╭─ MATERIAL SUPPLIED
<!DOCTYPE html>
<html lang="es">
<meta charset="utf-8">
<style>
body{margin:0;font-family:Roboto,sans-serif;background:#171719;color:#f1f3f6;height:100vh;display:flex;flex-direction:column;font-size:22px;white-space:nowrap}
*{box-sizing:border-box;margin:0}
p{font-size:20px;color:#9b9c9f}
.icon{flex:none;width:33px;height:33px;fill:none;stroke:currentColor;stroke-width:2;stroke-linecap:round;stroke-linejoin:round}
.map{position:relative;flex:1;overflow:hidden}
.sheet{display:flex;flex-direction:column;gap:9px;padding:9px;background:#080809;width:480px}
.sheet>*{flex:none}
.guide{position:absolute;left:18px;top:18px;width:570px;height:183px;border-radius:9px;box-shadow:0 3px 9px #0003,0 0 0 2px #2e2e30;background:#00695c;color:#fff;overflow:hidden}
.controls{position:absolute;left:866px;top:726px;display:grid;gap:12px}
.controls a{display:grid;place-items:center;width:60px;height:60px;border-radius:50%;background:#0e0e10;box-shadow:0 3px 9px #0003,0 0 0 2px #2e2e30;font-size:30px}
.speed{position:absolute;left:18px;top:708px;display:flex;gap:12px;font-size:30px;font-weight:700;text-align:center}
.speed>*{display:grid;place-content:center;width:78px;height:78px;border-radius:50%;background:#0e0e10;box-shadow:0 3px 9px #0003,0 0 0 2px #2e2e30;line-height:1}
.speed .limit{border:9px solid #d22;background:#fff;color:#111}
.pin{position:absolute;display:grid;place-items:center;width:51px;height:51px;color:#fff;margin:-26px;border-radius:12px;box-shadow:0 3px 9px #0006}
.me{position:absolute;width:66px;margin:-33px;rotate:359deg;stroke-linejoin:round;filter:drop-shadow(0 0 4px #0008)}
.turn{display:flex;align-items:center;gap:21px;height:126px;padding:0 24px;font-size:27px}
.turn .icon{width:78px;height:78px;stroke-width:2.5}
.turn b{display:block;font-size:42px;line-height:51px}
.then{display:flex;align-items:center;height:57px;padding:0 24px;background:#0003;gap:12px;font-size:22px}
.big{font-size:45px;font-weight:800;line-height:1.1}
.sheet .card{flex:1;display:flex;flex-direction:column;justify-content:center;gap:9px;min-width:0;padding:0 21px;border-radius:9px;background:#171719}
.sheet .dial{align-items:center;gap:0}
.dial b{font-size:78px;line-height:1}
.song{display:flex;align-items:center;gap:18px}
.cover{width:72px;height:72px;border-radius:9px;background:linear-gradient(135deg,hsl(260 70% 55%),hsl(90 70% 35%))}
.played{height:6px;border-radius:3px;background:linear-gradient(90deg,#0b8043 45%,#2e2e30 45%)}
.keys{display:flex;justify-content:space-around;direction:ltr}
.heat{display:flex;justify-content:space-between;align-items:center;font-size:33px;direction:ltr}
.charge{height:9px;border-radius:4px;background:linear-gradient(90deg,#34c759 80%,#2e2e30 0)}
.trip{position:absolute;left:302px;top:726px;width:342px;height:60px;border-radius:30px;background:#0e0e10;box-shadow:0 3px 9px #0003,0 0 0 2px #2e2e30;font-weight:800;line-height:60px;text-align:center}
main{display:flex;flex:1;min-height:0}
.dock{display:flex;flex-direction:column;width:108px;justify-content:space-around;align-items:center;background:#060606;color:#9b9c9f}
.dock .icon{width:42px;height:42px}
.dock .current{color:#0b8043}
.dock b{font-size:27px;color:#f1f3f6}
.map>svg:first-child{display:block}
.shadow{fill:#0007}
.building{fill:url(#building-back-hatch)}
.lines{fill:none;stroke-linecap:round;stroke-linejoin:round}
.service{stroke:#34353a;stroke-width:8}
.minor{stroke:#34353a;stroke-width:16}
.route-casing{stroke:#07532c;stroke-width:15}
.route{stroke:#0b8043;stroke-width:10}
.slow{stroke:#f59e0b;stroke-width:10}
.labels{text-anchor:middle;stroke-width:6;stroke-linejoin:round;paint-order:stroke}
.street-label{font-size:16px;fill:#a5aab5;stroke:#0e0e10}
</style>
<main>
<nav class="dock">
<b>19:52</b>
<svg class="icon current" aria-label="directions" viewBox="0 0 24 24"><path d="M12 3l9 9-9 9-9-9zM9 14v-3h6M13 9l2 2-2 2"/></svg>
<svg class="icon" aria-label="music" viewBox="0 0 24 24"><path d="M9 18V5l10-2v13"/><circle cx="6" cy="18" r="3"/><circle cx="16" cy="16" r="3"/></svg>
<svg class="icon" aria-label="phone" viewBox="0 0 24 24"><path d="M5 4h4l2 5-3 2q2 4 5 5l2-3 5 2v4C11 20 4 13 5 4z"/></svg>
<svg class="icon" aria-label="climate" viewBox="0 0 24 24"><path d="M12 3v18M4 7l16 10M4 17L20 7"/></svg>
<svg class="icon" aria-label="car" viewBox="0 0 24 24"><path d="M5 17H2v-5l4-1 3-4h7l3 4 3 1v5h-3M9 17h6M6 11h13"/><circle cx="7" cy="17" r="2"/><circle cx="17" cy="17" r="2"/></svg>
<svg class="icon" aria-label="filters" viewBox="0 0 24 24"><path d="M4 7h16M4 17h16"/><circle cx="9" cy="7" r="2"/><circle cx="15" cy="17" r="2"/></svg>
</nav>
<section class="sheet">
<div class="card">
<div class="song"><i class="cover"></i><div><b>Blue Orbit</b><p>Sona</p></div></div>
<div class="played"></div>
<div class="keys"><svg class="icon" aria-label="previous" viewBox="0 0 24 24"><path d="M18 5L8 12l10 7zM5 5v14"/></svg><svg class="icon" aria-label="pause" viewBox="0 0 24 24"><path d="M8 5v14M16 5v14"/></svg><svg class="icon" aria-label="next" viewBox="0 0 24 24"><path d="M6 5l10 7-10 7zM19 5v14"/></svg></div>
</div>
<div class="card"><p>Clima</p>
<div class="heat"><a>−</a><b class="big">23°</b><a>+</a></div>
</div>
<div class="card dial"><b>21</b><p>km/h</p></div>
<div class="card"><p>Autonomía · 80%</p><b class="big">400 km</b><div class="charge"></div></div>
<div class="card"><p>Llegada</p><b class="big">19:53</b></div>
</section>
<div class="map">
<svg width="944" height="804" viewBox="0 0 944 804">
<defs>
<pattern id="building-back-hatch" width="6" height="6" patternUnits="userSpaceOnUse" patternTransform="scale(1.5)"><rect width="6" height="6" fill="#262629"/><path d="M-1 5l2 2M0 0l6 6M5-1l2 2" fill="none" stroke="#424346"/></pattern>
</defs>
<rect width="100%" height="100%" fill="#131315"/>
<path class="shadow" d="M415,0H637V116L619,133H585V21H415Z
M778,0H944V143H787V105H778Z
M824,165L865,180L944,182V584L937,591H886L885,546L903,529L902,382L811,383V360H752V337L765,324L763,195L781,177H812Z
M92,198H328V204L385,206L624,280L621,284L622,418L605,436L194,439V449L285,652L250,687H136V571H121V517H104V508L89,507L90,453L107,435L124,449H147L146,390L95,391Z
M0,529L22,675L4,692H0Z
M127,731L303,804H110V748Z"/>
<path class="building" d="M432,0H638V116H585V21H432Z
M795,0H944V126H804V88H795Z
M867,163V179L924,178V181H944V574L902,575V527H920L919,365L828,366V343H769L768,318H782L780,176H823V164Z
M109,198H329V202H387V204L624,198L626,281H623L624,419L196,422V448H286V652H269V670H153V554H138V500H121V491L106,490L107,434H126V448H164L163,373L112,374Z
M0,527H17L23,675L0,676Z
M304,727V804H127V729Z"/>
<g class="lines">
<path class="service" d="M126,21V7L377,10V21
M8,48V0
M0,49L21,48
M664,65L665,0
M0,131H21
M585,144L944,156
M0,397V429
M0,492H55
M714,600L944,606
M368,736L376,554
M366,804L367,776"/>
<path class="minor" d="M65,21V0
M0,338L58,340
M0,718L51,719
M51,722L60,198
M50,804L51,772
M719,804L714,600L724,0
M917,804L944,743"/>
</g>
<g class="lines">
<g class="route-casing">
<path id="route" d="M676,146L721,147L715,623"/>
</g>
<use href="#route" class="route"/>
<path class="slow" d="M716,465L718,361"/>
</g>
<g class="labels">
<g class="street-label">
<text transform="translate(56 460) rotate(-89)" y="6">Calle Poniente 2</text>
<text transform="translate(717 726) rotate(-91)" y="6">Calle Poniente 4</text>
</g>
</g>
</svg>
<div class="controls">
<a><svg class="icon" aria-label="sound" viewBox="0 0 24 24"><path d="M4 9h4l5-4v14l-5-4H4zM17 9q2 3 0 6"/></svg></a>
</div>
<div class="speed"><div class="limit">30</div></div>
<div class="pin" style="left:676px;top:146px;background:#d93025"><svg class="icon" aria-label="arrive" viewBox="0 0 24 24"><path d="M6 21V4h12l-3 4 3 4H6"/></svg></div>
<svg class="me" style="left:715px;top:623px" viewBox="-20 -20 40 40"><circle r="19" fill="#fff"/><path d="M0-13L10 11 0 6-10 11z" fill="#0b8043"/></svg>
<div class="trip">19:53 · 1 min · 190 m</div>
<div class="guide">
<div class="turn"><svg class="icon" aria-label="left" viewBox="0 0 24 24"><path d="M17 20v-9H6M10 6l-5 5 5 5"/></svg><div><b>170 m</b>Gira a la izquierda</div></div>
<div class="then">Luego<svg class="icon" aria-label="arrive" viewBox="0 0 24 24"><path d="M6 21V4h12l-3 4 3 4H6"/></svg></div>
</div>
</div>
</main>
╰─
- [ACTIVITY] Every line that contains "played" should be copied out of the data.

- [EXERCISE RESULT]
.played{height:6px;border-radius:3px;background:linear-gradient(90deg,#0b8043 45%,#2e2e30 45%)}
<div class="played"></div>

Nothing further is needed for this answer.